▸ **WHAT YOU SHOULD DO**: Within the listing below, how many lines include the string "white"? Reply with only the number.

** Opening DATA SUPPLIED block **

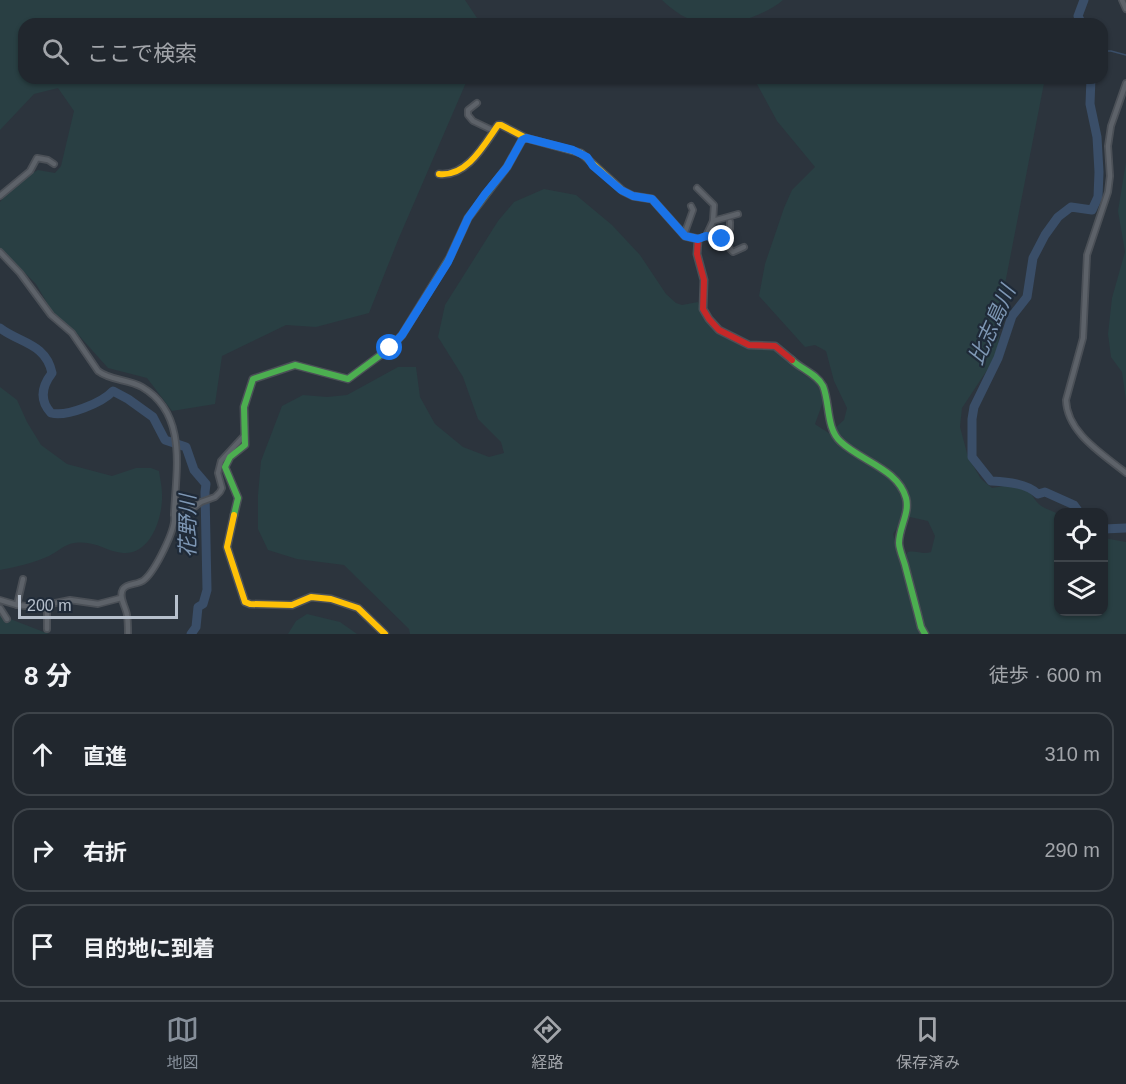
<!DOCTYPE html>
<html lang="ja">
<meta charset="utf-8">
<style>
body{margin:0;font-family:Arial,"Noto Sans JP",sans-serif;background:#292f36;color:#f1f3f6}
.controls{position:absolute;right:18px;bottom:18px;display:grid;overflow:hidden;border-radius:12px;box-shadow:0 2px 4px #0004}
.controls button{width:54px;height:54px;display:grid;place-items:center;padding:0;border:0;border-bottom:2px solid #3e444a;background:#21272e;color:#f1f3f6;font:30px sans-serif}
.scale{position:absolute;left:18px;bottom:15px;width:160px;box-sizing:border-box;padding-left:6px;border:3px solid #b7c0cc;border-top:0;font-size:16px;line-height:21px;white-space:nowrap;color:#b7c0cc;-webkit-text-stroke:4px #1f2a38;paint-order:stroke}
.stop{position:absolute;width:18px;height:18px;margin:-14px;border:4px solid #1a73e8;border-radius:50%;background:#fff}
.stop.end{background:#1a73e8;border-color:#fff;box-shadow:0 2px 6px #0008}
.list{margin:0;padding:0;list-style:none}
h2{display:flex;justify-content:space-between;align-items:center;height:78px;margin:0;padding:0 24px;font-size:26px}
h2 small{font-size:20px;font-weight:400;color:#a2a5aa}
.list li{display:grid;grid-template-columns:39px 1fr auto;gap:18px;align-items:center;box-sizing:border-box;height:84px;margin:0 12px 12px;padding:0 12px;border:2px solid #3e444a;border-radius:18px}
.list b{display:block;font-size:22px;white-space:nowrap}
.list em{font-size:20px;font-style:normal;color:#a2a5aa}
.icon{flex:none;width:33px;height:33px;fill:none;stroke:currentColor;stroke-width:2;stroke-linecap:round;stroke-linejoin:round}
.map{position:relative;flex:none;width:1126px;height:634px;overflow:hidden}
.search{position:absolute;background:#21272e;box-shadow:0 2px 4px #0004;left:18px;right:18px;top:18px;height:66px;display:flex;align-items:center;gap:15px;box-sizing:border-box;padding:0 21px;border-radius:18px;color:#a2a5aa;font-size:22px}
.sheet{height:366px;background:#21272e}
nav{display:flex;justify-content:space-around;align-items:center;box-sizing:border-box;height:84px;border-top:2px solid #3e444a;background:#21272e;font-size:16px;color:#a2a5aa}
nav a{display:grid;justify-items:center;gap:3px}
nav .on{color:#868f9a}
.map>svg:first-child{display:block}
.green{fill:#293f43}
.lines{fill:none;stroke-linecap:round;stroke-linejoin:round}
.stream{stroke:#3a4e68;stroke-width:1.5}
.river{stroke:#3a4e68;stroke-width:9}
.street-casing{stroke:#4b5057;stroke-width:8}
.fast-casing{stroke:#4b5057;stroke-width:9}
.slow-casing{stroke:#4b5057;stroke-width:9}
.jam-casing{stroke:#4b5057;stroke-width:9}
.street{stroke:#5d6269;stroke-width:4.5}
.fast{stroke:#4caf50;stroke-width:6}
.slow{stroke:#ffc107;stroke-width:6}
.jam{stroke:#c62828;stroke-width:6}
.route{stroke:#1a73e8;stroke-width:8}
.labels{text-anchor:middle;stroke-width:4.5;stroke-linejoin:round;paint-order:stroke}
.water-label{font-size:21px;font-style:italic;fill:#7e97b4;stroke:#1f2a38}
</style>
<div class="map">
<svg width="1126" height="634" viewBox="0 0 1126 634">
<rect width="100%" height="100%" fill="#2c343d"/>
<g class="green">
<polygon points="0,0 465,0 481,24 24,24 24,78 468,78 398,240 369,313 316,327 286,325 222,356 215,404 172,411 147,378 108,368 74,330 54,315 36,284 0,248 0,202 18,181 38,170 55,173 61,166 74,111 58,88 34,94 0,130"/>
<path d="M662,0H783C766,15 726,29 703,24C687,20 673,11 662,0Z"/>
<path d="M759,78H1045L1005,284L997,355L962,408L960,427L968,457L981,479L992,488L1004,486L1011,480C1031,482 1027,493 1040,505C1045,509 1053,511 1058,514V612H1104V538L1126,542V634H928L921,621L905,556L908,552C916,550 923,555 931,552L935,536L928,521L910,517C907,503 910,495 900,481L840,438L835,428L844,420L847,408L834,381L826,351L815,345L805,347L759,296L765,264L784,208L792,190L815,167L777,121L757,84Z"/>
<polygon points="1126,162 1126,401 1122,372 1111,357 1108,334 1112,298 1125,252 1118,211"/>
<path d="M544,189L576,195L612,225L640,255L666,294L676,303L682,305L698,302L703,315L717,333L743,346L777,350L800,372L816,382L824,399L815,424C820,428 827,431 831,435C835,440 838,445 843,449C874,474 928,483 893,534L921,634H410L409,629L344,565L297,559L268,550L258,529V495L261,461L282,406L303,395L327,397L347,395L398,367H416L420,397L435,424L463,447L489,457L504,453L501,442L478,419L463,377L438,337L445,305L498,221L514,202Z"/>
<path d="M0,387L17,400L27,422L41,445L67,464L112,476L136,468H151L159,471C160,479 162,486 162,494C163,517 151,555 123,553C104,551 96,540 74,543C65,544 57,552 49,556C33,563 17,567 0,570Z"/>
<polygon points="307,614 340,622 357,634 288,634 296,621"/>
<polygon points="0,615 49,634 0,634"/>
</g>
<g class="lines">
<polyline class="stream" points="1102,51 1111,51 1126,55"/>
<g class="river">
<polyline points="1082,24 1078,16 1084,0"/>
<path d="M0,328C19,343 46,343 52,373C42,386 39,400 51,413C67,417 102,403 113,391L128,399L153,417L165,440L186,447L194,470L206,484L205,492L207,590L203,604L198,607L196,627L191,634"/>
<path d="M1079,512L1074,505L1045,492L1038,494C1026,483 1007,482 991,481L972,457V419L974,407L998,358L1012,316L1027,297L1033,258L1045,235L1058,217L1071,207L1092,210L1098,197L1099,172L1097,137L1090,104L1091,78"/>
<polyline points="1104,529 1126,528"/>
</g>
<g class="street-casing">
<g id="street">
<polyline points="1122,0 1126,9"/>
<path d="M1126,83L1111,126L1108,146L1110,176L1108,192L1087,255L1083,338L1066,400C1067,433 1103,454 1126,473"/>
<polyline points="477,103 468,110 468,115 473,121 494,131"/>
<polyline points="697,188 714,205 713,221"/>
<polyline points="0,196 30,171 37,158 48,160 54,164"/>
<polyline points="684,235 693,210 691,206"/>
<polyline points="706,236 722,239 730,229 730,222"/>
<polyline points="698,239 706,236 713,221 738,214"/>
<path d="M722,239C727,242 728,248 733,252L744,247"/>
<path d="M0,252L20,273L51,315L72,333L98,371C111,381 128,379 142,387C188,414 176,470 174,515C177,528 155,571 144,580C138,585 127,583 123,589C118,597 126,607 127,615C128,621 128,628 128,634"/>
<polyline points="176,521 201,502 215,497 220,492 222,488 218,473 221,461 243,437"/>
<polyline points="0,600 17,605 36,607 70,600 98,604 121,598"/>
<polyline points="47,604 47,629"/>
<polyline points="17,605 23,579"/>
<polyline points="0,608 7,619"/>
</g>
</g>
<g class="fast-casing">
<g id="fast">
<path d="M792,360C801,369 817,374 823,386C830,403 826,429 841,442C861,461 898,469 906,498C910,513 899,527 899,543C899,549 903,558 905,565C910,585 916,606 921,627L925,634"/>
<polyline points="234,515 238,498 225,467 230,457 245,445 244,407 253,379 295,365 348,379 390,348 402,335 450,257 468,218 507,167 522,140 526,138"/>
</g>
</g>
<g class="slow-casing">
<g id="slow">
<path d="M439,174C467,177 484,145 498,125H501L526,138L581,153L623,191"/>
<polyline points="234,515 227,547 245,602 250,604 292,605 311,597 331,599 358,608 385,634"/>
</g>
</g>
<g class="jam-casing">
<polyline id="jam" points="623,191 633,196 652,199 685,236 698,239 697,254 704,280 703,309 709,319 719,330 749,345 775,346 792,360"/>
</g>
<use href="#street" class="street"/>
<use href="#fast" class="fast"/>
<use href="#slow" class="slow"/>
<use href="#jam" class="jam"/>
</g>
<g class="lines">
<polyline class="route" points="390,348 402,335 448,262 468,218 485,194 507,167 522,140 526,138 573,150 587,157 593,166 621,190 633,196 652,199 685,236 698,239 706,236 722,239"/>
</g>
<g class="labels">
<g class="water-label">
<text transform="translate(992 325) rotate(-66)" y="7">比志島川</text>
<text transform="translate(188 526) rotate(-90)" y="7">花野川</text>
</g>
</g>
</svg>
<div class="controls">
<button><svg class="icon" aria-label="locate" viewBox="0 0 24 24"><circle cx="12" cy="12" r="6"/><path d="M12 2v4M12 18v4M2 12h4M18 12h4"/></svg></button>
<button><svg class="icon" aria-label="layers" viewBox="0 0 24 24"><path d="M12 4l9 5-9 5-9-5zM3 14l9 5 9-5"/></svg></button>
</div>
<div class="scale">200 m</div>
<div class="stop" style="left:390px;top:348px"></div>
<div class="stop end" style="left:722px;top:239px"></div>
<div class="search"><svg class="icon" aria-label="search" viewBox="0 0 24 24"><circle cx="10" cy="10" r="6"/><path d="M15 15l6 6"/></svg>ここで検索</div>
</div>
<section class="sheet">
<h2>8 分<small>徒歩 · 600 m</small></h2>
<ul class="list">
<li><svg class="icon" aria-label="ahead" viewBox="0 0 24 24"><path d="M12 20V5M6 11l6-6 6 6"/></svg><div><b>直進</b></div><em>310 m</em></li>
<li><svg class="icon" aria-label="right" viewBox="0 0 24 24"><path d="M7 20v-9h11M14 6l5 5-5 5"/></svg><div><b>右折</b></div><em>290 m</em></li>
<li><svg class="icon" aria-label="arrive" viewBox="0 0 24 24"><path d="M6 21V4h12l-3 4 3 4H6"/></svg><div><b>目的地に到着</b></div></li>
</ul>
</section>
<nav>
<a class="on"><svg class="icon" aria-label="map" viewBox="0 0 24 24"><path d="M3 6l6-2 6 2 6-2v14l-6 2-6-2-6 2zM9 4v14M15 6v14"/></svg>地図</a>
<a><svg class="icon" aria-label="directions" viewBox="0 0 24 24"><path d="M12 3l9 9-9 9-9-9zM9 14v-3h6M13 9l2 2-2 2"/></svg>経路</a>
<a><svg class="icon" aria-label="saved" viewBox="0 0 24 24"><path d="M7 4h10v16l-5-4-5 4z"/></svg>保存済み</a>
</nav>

** Closing DATA SUPPLIED block **

▸ **SOLUTION TO THE PROBLEM**: 2